The word "Zehlendorf" marks the lines you need; copy each of them from the data.

(Collected data entries)
═══

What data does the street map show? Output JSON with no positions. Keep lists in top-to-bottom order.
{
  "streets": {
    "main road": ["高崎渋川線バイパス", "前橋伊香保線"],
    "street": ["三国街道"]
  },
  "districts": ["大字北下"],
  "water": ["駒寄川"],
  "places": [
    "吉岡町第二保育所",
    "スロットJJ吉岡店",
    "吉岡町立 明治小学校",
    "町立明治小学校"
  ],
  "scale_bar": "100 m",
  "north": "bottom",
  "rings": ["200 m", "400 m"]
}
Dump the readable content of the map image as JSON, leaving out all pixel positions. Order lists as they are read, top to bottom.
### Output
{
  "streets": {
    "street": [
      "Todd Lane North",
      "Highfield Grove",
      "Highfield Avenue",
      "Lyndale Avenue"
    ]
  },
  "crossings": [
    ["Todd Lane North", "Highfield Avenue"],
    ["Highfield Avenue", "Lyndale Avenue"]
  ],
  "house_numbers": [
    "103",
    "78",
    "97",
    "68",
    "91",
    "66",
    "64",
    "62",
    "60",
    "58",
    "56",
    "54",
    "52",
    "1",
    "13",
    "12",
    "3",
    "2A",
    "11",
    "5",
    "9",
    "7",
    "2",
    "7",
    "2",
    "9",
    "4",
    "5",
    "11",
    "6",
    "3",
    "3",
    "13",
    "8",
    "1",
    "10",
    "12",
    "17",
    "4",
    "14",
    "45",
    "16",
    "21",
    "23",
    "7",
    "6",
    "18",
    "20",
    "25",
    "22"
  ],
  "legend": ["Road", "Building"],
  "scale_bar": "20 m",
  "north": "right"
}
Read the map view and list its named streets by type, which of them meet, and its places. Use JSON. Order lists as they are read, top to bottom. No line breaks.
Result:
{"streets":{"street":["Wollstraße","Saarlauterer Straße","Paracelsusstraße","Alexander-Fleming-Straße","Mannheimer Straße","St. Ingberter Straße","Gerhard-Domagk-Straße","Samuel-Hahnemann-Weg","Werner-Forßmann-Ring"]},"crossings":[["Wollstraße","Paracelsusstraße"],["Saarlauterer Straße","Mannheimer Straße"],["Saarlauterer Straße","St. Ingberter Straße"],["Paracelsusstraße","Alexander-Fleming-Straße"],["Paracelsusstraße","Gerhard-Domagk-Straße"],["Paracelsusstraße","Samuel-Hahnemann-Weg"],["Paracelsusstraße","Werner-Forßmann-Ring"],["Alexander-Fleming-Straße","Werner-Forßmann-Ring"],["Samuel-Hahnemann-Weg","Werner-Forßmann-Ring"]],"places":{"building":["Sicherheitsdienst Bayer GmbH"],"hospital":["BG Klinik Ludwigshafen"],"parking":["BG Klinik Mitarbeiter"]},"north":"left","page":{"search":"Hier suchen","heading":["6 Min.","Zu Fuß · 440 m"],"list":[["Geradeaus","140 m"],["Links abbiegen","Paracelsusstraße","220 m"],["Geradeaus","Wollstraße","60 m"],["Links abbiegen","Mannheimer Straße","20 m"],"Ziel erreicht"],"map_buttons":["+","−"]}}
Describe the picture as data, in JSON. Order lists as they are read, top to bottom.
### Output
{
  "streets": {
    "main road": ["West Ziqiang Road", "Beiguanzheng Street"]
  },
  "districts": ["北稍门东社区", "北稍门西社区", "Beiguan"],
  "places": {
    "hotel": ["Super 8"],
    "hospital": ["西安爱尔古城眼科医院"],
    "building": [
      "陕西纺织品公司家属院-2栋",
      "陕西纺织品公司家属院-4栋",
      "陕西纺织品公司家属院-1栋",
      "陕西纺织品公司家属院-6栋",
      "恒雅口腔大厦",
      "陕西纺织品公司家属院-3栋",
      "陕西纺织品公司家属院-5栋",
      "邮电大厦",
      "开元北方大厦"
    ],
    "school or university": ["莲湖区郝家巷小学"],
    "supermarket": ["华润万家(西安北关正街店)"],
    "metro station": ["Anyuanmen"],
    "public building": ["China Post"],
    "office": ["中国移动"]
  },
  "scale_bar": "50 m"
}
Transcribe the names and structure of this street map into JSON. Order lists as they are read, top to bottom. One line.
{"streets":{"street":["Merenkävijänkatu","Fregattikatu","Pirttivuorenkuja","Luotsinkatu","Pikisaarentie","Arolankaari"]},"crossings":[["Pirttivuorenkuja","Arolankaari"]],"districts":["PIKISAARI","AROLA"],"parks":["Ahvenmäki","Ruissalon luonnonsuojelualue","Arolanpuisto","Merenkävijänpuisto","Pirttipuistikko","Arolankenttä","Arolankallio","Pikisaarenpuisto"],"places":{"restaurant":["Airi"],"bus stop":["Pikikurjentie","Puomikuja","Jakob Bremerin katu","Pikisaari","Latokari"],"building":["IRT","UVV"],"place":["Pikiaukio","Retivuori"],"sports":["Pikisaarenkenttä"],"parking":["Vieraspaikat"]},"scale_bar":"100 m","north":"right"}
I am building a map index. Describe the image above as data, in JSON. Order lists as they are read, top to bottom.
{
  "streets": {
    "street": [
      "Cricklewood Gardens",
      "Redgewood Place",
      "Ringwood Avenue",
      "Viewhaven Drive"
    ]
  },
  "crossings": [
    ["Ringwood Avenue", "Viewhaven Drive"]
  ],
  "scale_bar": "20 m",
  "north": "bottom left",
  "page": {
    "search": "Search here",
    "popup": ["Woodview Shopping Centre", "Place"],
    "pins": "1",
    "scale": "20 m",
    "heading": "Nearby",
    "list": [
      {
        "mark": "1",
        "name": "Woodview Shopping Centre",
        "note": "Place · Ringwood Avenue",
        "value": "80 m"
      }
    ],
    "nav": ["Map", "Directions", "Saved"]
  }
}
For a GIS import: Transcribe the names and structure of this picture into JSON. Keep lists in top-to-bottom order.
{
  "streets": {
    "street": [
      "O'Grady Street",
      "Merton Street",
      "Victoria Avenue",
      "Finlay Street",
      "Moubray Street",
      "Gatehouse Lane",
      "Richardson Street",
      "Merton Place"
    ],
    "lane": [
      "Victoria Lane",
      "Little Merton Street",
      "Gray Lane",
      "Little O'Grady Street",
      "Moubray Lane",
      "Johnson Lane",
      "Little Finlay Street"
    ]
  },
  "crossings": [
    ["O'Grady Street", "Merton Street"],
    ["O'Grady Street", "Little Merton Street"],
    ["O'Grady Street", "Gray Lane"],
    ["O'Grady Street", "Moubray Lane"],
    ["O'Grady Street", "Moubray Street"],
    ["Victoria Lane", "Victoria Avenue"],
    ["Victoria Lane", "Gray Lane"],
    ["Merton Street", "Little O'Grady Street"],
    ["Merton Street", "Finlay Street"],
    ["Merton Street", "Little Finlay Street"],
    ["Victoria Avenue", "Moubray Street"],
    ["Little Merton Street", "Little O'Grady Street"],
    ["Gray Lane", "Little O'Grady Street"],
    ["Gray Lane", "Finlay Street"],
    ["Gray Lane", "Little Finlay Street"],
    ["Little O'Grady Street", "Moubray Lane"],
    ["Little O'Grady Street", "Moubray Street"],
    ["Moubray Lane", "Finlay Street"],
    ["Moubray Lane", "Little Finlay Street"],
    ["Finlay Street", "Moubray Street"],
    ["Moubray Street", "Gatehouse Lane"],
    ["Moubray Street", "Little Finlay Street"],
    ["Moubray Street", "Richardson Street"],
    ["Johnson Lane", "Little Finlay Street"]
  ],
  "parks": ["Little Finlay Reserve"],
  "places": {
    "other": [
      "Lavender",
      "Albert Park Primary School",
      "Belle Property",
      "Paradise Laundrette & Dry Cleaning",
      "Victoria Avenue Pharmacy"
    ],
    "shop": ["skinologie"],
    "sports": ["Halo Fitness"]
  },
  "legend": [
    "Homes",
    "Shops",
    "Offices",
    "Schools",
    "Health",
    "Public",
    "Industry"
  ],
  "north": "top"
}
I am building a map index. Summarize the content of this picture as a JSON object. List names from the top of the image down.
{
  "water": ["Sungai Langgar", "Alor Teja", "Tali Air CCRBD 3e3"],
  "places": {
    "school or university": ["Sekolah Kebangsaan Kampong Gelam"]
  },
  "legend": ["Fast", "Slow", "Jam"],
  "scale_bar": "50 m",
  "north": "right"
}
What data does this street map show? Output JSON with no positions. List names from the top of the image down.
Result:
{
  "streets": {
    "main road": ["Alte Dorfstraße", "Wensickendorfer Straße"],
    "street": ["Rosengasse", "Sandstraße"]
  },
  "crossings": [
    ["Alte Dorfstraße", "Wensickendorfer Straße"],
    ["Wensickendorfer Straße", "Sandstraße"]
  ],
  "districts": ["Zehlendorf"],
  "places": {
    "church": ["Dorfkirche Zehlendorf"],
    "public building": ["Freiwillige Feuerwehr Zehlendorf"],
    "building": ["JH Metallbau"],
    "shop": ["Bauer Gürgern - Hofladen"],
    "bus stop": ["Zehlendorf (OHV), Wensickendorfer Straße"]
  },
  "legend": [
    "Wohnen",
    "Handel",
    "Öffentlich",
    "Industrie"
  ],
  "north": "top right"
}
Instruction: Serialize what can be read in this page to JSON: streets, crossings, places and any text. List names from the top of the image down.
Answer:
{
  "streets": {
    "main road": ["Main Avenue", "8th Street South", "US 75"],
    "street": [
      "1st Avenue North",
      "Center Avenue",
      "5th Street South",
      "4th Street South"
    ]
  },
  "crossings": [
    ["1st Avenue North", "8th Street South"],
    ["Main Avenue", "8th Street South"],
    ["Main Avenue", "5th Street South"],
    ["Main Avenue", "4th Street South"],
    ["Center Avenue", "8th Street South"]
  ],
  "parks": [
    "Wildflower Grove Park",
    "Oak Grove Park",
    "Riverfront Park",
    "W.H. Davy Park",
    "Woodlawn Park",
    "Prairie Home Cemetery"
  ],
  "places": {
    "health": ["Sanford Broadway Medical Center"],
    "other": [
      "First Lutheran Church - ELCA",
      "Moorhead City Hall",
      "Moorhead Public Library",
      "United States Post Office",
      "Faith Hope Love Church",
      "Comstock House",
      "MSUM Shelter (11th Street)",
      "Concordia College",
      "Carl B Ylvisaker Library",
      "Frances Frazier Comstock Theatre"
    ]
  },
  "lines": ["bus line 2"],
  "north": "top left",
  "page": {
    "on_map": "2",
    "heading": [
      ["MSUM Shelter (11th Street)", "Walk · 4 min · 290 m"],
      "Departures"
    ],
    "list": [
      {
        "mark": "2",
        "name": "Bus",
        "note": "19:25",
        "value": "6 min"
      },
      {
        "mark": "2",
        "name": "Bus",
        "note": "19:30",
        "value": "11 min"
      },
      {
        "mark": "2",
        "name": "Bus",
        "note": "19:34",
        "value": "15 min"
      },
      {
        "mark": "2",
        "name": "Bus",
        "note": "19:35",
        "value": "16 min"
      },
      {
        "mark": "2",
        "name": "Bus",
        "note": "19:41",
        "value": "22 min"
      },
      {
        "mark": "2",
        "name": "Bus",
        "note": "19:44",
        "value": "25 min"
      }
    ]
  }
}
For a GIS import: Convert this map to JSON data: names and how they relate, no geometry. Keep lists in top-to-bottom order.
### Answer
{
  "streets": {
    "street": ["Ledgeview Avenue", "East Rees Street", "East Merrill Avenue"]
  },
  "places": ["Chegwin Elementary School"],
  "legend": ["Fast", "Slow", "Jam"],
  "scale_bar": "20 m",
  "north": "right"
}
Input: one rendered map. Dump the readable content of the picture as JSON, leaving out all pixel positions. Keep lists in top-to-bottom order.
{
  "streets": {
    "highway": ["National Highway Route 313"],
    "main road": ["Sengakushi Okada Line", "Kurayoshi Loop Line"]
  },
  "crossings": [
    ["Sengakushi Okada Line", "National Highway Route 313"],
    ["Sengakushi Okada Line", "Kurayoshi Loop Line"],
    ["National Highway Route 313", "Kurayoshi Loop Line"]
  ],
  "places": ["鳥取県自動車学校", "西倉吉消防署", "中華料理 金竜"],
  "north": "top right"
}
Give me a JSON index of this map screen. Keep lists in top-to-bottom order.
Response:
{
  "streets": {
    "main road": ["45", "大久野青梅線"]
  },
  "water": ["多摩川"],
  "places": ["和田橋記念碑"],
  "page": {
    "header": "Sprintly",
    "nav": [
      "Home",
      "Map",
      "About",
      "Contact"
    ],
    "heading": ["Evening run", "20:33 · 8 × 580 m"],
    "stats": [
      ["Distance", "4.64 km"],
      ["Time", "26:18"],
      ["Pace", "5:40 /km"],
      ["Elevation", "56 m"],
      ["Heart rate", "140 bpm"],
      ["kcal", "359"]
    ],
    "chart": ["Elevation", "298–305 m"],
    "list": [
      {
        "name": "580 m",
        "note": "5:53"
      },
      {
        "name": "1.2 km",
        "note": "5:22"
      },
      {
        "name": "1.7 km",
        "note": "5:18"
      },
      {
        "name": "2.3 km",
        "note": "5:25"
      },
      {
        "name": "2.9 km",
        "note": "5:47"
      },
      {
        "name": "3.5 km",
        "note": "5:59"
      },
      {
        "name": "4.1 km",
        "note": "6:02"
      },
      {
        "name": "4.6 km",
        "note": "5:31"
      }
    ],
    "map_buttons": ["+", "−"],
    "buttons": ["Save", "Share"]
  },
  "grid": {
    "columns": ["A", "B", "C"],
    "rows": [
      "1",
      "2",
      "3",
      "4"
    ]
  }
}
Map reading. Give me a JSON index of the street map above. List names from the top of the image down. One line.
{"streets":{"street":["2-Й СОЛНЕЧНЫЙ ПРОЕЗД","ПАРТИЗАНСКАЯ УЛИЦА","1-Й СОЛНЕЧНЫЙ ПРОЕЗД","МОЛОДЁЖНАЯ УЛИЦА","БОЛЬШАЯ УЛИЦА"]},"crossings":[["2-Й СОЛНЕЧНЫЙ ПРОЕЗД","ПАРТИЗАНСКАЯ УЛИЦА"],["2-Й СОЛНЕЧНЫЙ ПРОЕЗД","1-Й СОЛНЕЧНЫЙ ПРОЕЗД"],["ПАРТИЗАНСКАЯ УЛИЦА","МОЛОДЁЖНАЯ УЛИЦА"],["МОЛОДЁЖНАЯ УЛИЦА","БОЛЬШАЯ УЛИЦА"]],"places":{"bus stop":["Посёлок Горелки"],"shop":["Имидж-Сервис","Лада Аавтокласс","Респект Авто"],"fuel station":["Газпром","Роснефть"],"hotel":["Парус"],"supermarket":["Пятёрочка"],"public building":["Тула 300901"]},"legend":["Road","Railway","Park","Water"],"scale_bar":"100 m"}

═══

**Response below:**
  "districts": ["Zehlendorf"],
    "church": ["Dorfkirche Zehlendorf"],
    "public building": ["Freiwillige Feuerwehr Zehlendorf"],
    "bus stop": ["Zehlendorf (OHV), Wensickendorfer Straße"]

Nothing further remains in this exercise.